Can it really be true that a Bosnian man’s house has been bombarded by meteorites six times since 2007?  Dwain Eldred reports...


Geoscientist online 21 July 2010

Spare a thought for Radivoje Lajic, a Bosnian man who believes his house has been hit six times since 2007 by meteorites. He has had his roof reinforced and believes that he is being targeted by extra-terrestrials.

The unfortunate 50 year-old has been widely quoted in the media as saying "I am obviously being targeted by extraterrestrials. I don't know what I have done to annoy them but there is no other explanation that makes sense. The chance of being hit by a meteorite is so small that getting hit five times has to be deliberate . . . am being targeted by aliens. They are playing games with me. I don't know why they are doing this."

Nobody else seems to have any explanations either. Unnamed “experts” from Belgrade University have apparently confirmed the authenticity of the meteorites, and since the steel reinforcement of Lajic’s house was apparently funded by the sale of one of them to a "university in the Netherlands" (also unnamed) one should perhaps assume that they are correct.  Unless the whole thing has been made up, of course.  (That such a thing might happen at all, especially in the middle of the silly season, almost defies belief.)

Lajic first came to prominence back in 2008, when the fifth meteorite apparently fell on his house, in the northern village of Gornji Lajici, near Prijedor in northern Bosnia. The first fell in November 2007. Oddly, Lajic says the falls only happen when it is raining. The experience has been frightening, he says, but not entirely negative. He told reporters: "...these meteorites have brought happiness to our family as well, as we've met different people from around the world that were interested in it. And I have had so many visitors that I plan to make a small museum in my back garden."

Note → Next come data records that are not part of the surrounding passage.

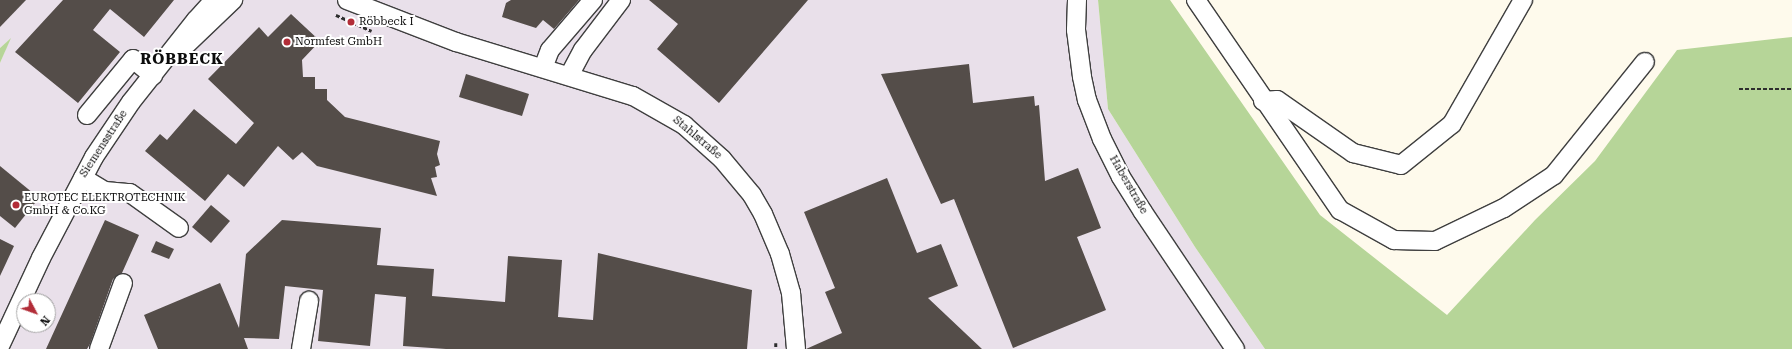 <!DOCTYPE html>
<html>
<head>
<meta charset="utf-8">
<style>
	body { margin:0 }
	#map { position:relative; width:1792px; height:349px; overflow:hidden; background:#fefaec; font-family:"Roboto Serif",serif }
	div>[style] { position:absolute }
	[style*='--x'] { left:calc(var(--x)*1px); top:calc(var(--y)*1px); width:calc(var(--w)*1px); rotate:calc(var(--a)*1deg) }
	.industrial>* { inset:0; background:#e9e0ea }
	.forest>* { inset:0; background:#b6d598 }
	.building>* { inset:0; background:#544d49 }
	.path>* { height:2.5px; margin-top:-1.25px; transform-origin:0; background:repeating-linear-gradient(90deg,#2e2e2e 0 4px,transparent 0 6px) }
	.roads { filter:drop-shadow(1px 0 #3f3f3f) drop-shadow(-1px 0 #3f3f3f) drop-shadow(0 1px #3f3f3f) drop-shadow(0 -1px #3f3f3f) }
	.minor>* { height:18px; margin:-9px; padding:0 9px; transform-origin:9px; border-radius:9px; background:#fff }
	.dots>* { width:11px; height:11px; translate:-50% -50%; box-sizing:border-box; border:2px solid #fff; border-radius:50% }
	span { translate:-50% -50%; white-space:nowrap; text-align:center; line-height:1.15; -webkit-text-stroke:4px #fff; paint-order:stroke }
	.poi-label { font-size:11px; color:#0c0c0c }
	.left { translate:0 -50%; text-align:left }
	.street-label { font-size:11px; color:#0c0c0c }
	.district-label { font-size:15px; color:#0c0c0c; font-weight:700; letter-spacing:1px }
	.north { position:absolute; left:16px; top:293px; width:40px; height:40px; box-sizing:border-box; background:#fff; border:1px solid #9e9e9e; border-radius:50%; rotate:131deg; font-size:11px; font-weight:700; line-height:16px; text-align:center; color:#0c0c0c }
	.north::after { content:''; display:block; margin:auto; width:14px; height:18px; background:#b22d38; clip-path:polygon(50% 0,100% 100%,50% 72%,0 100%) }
</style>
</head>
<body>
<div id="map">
	<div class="industrial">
		<div style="clip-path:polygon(evenodd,0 0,1098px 0,1108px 109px,1195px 247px,1265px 349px,0 349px,0 63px,10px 39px,0 48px,0 0,24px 301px,48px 301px,48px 325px,24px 325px,24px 301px)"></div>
	</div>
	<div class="forest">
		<div style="clip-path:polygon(1098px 0,1170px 0,1320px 215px,1447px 315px,1535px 220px,1595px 161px,1677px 50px,1792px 37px,1792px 349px,1265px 349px,1195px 247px,1108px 109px)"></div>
		<div style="clip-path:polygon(11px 38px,0 63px,0 48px)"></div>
	</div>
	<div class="building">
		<div style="clip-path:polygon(0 0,26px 0,0 27px)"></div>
		<div style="clip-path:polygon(63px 0,174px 0,144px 37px,110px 9px,93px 30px,120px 52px,78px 103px,15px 52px)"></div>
		<div style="clip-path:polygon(511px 0,579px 0,554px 29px,543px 20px,536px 28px,502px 17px,506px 3px)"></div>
		<div style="clip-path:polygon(649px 0,808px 0,719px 103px,657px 49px,678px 24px)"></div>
		<div style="clip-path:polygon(291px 14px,320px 41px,302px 60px,303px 77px,315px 77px,315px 89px,327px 89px,327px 100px,345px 117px,440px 141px,437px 154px,440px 165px,435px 167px,437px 177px,431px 178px,437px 196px,317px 166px,302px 152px,293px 160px,278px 146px,244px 187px,228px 174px,205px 201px,145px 151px,160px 134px,167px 140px,194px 109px,236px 144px,254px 123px,208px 79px,259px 27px,268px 37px)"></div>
		<div style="clip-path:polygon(969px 64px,973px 103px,1034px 96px,1035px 106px,1039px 105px,1045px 181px,1078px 168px,1101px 228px,1077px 237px,1106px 310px,1013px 348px,954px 199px,941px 204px,881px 74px)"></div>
		<div style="clip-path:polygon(466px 74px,529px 94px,522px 116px,459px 97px)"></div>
		<div style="clip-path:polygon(0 166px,39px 198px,15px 228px,0 216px)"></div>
		<div style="clip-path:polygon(887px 178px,917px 253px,941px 244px,958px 286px,928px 298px,982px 349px,806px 349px,842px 333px,825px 292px,835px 288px,804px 212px)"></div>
		<div style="clip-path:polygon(211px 205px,230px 221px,211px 243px,192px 227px)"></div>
		<div style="clip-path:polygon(105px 220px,139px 235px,122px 273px,113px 279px,90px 344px,87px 349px,46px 349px)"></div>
		<div style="clip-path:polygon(282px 220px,381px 228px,377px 265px,434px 269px,432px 296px,505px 302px,508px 256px,562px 260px,558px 317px,593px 320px,598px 253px,752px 290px,747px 349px,446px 349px,403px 346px,406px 297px,375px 294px,370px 346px,318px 341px,323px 290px,285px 286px,279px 339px,244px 338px,248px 349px,158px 349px,144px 315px,220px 283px,239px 328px,246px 254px)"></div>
		<div style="clip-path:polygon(0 239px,14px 246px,0 276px)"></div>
		<div style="clip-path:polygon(156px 241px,174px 249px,169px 259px,151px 252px)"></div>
	</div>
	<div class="path">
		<div style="--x:336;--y:15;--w:39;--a:24"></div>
		<div style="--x:1739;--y:89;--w:53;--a:0"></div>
		<div style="--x:776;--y:343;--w:6;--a:90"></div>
	</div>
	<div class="roads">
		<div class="minor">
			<div style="--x:347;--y:0;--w:117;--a:21.1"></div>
			<div style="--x:456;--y:42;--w:185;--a:17"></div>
			<div style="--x:633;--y:96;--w:59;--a:29.6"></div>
			<div style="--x:684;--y:125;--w:51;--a:41.8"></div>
			<div style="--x:722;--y:159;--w:47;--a:50.2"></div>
			<div style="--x:752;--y:195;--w:22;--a:60"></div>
			<div style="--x:763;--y:214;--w:43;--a:67"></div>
			<div style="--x:780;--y:254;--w:41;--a:74.2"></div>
			<div style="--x:791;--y:293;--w:56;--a:84.9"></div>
			<div style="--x:1077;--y:0;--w:30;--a:92"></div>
			<div style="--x:1076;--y:30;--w:47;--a:82.7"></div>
			<div style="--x:1082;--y:77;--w:24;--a:78"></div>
			<div style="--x:1087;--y:100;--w:42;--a:69"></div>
			<div style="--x:1102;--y:139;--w:42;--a:63.4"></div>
			<div style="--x:1121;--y:177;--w:41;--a:57.8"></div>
			<div style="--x:1143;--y:212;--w:165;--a:56.1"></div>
			<div style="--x:1196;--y:0;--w:255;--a:55.6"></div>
			<div style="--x:1340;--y:210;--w:62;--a:29.1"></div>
			<div style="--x:1394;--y:240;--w:41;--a:1.4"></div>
			<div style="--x:1435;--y:241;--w:76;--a:-25.6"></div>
			<div style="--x:1504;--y:208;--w:60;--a:-33.4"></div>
			<div style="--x:1554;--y:175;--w:145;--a:-51.2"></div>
			<div style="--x:187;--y:44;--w:64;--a:-43.7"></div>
			<div style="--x:543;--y:68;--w:19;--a:-69"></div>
			<div style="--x:550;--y:50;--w:66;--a:-49.3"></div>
			<div style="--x:569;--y:76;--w:30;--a:-62"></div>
			<div style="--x:583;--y:50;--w:63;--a:-52.8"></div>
			<div style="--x:1263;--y:101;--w:14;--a:-4"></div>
			<div style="--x:1277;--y:100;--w:93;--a:34.9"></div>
			<div style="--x:1353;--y:153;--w:49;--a:14"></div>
			<div style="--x:1401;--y:165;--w:65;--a:-38.8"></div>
			<div style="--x:1452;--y:124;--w:143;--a:-60.2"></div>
			<div style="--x:87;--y:115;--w:72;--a:-50.6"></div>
			<div style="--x:133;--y:59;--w:26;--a:40"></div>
			<div style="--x:83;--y:178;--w:26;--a:31"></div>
			<div style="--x:105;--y:191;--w:25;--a:5"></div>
			<div style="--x:130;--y:193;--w:60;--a:35.5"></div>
			<div style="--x:0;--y:346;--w:97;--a:-65"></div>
			<div style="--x:41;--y:258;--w:114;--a:-62.3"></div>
			<div style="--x:94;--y:157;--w:66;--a:-56.1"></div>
			<div style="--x:131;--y:102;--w:105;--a:-51.6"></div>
			<div style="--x:196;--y:20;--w:27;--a:-48"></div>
			<div style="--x:99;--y:349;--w:70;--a:-70"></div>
			<div style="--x:301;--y:349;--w:49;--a:-80.5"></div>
		</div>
	</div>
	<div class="dots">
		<div style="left:351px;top:22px;background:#b22d38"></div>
		<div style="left:287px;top:42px;background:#b22d38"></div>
		<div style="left:16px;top:205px;background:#b22d38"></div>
	</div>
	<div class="poi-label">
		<span class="left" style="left:359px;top:22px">Röbbeck I</span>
		<span class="left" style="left:295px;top:42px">Normfest GmbH</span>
		<span class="left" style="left:24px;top:205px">EUROTEC ELEKTROTECHNIK<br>GmbH &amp; Co.KG</span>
	</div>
	<div class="street-label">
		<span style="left:697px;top:138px;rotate:40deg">Stahlstraße</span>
		<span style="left:104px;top:144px;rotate:-57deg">Siemensstraße</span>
		<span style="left:1128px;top:185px;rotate:60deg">Haberstraße</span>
	</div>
	<div class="district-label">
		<span style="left:182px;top:60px">RÖBBECK</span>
	</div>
	<div class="north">N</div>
</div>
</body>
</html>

Professor Sara Russell of London’s Natural History Museum remains dubious. She told Geoscientist: “I am sceptical that these are really meteorites until I see them myself. The images I have seen do not look like real meteorites, and the story is a really amazing one, for which it is hard to see any rational explanation.” The pale colour of the supposed meteorites shown in published images suggest that the meteorite could only really be a rare form known as an aubrite, and none of the images shows a black fusion crust.